The Education Council has announced “robo-marking” will not be used to assess NAPLAN tests.

The Education Council – a joint body comprising all state and territory education ministers – says previous plans for automated essay scoring will be put on hold.

The move follows outcry and from teachers' unions and a strong campaign against it.

“In December 2017, the Education Council determined that automated essay scoring will not be used for the marking of NAPLAN writing scripts,” council chair, South Australian Education Minister Susan Close, said this week.

“Any change to this position in the future will be informed by further research into automated essay scoring, and be made as a decision of the Education Council.”

The Australian Curriculum, Assessment and Reporting Authority (ACARA) had been the chief advocate for automated marking, insisting it was as good as humans even when assessing narrative and persuasive writing tasks.

Experts had warned that a computer could not tell the difference between decent writing and verbose gibberish, and were not advanced enough to effectively assess creativity, poetry, irony or nuances of writing.

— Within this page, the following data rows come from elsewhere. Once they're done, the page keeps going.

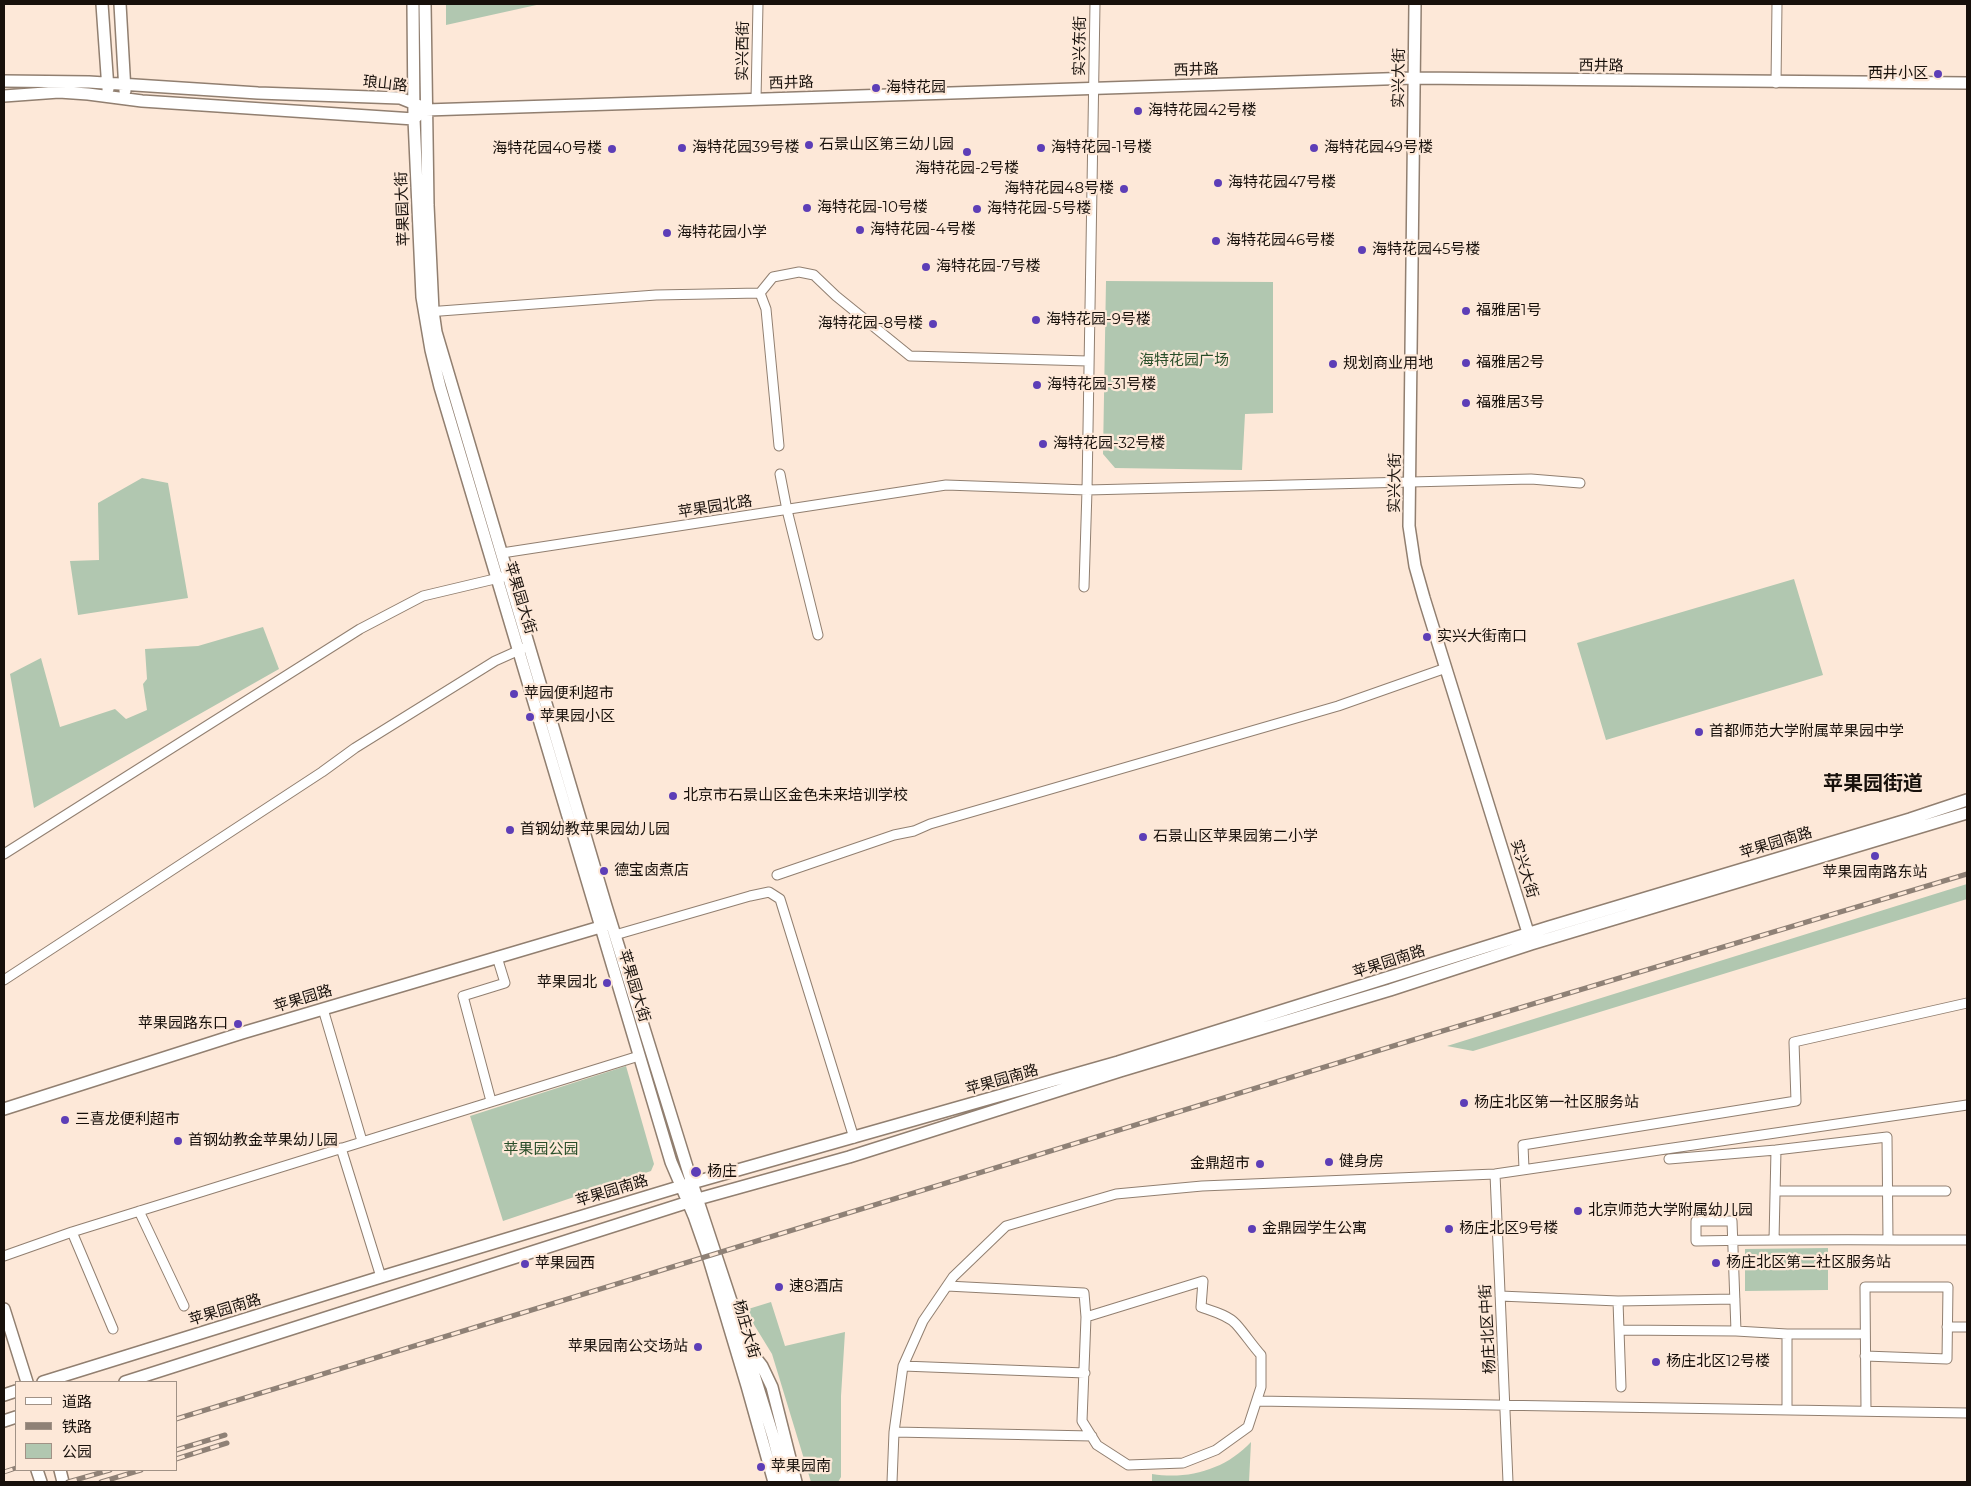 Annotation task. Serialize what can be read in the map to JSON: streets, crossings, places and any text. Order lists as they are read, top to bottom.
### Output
{
  "streets": {
    "main road": [
      "西井路",
      "实兴大街",
      "琅山路",
      "苹果园大街",
      "苹果园南路",
      "苹果园路",
      "杨庄大街"
    ],
    "street": [
      "实兴东街",
      "实兴西街",
      "苹果园北路",
      "杨庄北区中街"
    ]
  },
  "crossings": [
    ["实兴东街", "西井路"],
    ["实兴东街", "苹果园北路"],
    ["实兴西街", "西井路"],
    ["西井路", "实兴大街"],
    ["西井路", "琅山路"],
    ["西井路", "苹果园大街"],
    ["实兴大街", "苹果园北路"],
    ["实兴大街", "苹果园南路"],
    ["琅山路", "苹果园大街"],
    ["苹果园大街", "苹果园北路"],
    ["苹果园大街", "苹果园南路"],
    ["苹果园大街", "苹果园路"],
    ["苹果园大街", "杨庄大街"],
    ["苹果园南路", "杨庄大街"]
  ],
  "districts": ["苹果园街道"],
  "parks": ["海特花园广场", "苹果园公园"],
  "places": [
    "西井小区",
    "海特花园",
    "海特花园42号楼",
    "石景山区第三幼儿园",
    "海特花园39号楼",
    "海特花园-1号楼",
    "海特花园49号楼",
    "海特花园40号楼",
    "海特花园-2号楼",
    "海特花园47号楼",
    "海特花园48号楼",
    "海特花园-10号楼",
    "海特花园-5号楼",
    "海特花园-4号楼",
    "海特花园小学",
    "海特花园46号楼",
    "海特花园45号楼",
    "海特花园-7号楼",
    "福雅居1号",
    "海特花园-9号楼",
    "海特花园-8号楼",
    "福雅居2号",
    "规划商业用地",
    "海特花园-31号楼",
    "福雅居3号",
    "海特花园-32号楼",
    "实兴大街南口",
    "苹园便利超市",
    "苹果园小区",
    "首都师范大学附属苹果园中学",
    "北京市石景山区金色未来培训学校",
    "首钢幼教苹果园幼儿园",
    "石景山区苹果园第二小学",
    "苹果园南路东站",
    "德宝卤煮店",
    "苹果园北",
    "苹果园路东口",
    "杨庄北区第一社区服务站",
    "三喜龙便利超市",
    "首钢幼教金苹果幼儿园",
    "健身房",
    "金鼎超市",
    "杨庄",
    "北京师范大学附属幼儿园",
    "金鼎园学生公寓",
    "杨庄北区9号楼",
    "杨庄北区第二社区服务站",
    "苹果园西",
    "速8酒店",
    "苹果园南公交场站",
    "杨庄北区12号楼",
    "苹果园南"
  ],
  "legend": ["道路", "铁路", "公园"]
}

NSW Education Minister Rob Stokes last year slammed the plans as “a direct attack on the teaching profession” that had “no place” in schools.

ACARA had had planned for fully automated marking and testing of NAPLAN English tasks to be in place by 2020.

Other moves to transition away from pen-and-paper NAPLAN tests are still underway, despite some schools warning they do not have the technical infrastructure to support it.